TASK DETAILS:
Write the records out once more, so that nothing differs from the original.
- Opening Delimiter -
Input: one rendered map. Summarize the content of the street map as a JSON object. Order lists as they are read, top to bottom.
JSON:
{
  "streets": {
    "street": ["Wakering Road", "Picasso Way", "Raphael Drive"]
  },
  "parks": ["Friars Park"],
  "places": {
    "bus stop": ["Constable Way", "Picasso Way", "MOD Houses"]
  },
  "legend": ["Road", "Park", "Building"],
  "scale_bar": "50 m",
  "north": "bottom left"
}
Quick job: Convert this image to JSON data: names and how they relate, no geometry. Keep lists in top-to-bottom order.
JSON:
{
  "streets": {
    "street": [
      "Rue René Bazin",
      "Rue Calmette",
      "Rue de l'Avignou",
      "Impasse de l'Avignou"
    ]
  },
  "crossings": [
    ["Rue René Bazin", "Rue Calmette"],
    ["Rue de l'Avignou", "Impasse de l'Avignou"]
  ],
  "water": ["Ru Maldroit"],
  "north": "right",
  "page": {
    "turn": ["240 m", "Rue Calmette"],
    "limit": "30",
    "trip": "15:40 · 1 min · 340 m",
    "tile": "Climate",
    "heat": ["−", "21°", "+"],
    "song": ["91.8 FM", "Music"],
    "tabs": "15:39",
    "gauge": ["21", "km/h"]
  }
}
- Closing Delimiter -
TASK RESULT:
Input: one rendered map. Summarize the content of the street map as a JSON object. Order lists as they are read, top to bottom.
JSON:
{
  "streets": {
    "street": ["Wakering Road", "Picasso Way", "Raphael Drive"]
  },
  "parks": ["Friars Park"],
  "places": {
    "bus stop": ["Constable Way", "Picasso Way", "MOD Houses"]
  },
  "legend": ["Road", "Park", "Building"],
  "scale_bar": "50 m",
  "north": "bottom left"
}
Quick job: Convert this image to JSON data: names and how they relate, no geometry. Keep lists in top-to-bottom order.
JSON:
{
  "streets": {
    "street": [
      "Rue René Bazin",
      "Rue Calmette",
      "Rue de l'Avignou",
      "Impasse de l'Avignou"
    ]
  },
  "crossings": [
    ["Rue René Bazin", "Rue Calmette"],
    ["Rue de l'Avignou", "Impasse de l'Avignou"]
  ],
  "water": ["Ru Maldroit"],
  "north": "right",
  "page": {
    "turn": ["240 m", "Rue Calmette"],
    "limit": "30",
    "trip": "15:40 · 1 min · 340 m",
    "tile": "Climate",
    "heat": ["−", "21°", "+"],
    "song": ["91.8 FM", "Music"],
    "tabs": "15:39",
    "gauge": ["21", "km/h"]
  }
}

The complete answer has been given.